Tubridy, John and Virginia - Order, December 31, 1998
Order, December 31, 1998
STATE OF NEW YORK : DEPARTMENT OF ENVIRONMENTAL CONSERVATION
In the Matter of Alleged Violations of Article 15
and Article 25 of the Environmental Conservation
Law ("ECL") and Parts 608 and 661 of Title 6 of the
Official Compilation of Codes, Rules and Regulations
of the State of New York by
DEC Case No.
JOHN and VIRGINIA TUBRIDY
- Pursuant to Notices of Hearing and Complaints dated March 17, 1998 and July 2, 1998, an administrative enforcement hearing was held before Susan J. DuBois, Administrative Law Judge ("ALJ"), on September 3, 1998 at the Department's Region 2 Office located in Long Island City, New York. The Department's Region 2 Staff appeared by Udo Drescher, Esq., Assistant Regional Attorney. The Respondents both appeared by John Tubridy.
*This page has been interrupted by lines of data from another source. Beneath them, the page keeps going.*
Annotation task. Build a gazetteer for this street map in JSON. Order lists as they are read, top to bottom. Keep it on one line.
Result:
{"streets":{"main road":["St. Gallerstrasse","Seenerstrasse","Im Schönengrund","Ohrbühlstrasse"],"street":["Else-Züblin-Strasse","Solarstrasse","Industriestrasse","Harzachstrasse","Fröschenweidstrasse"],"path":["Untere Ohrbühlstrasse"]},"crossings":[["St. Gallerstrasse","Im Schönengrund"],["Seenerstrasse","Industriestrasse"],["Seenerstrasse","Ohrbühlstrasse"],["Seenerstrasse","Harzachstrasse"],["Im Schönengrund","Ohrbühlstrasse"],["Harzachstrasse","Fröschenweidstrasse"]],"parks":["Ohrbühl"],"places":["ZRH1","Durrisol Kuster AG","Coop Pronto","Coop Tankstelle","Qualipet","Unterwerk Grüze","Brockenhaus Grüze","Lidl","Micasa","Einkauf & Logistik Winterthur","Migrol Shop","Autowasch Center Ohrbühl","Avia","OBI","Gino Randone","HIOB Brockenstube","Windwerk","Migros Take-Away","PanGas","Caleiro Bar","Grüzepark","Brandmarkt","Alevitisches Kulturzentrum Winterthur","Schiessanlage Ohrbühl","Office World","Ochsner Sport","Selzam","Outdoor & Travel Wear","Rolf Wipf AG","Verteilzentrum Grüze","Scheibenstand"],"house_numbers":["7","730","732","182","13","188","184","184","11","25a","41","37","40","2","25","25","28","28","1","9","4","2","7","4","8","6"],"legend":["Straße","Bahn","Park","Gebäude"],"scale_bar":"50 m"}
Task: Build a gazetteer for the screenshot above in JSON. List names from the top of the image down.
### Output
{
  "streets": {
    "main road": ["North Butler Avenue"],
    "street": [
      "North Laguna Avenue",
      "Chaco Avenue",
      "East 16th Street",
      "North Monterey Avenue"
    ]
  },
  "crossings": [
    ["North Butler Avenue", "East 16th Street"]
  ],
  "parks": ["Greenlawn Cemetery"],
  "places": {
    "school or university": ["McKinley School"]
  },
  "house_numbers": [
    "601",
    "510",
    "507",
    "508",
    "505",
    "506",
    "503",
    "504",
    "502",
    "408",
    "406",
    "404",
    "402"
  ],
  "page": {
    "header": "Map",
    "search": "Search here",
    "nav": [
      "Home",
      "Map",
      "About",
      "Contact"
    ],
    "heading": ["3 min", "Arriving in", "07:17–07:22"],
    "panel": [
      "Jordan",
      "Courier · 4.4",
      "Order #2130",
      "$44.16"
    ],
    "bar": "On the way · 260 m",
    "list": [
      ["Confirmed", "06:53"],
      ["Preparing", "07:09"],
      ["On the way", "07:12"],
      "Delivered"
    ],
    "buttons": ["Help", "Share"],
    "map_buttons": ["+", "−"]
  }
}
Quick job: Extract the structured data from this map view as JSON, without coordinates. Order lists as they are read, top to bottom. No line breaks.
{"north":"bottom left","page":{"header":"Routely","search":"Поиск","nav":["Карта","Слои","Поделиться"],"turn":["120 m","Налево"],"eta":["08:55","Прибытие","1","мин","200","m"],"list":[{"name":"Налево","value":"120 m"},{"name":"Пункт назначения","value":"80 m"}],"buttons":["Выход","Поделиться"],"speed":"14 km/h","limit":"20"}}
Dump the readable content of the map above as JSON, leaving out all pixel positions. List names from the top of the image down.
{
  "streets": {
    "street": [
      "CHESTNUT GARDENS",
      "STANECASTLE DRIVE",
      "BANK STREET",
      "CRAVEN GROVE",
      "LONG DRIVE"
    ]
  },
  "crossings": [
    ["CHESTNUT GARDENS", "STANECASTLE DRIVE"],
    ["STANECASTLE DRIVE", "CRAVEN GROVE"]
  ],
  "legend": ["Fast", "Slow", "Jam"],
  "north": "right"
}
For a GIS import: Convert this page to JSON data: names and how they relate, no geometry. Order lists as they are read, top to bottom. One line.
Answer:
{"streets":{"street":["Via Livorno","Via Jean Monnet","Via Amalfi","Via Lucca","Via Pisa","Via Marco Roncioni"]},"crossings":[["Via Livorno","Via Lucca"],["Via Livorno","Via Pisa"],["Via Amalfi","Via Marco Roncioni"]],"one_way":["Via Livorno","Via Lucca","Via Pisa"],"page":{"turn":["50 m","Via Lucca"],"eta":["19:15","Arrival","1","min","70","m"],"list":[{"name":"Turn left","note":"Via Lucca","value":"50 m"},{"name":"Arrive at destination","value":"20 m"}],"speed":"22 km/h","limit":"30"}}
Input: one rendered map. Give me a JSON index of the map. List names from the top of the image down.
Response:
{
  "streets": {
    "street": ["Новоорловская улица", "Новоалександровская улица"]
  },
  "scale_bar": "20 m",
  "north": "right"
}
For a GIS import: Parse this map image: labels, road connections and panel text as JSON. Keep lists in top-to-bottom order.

- Based on ALJ DuBois's attached hearing report, which is accepted and made a part hereof, it appears that:
- The record in this matter establishes that the Respondents constructed or caused construction of a bulkhead and fill in and adjacent to a regulated tidal wetland without having a tidal wetlands permit from the Department for these activities. A portion of the bulkhead and fill were also placed below the mean high water level in navigable waters of the state without a permit having been issued by the Department pursuant to ECL Article 15. This construction has adversely affected the function of the wetland at the site.
- In view of the unusual water supply and sewage disposal situation at the site of the violations, an opportunity should be allowed for review of a permit application for construction at the site, which would include an evaluation of ways to ensure that the water and sewer lines at the Respondents' house are functional while causing the minimum disruption to the protected wetland and its functions.
NOW THEREFORE, having considered this matter and being duly advised, it is ORDERED that:
- The Respondents are assessed a civil penalty in the amount of Ten Thousand Dollars ($10,000), of which Five Thousand Dollars (5,000) shall be due and payable to the Department within sixty (60) days from the date of service of this Order upon the Respondents, and the remaining Five Thousand Dollars (5,000) shall be suspended contingent upon the Respondents' compliance with paragraphs II through IV below.
- Within ninety (90) days after service of a conformed copy of this Order upon the Respondents, the Respondents may file an application for a tidal wetlands permit and a protection of water permit with the Department for the bulkhead and fill, or a modification of these to minimize the effect on the wetland; the bulkhead and fill may remain in place pending the Department's final determination with respect to this application.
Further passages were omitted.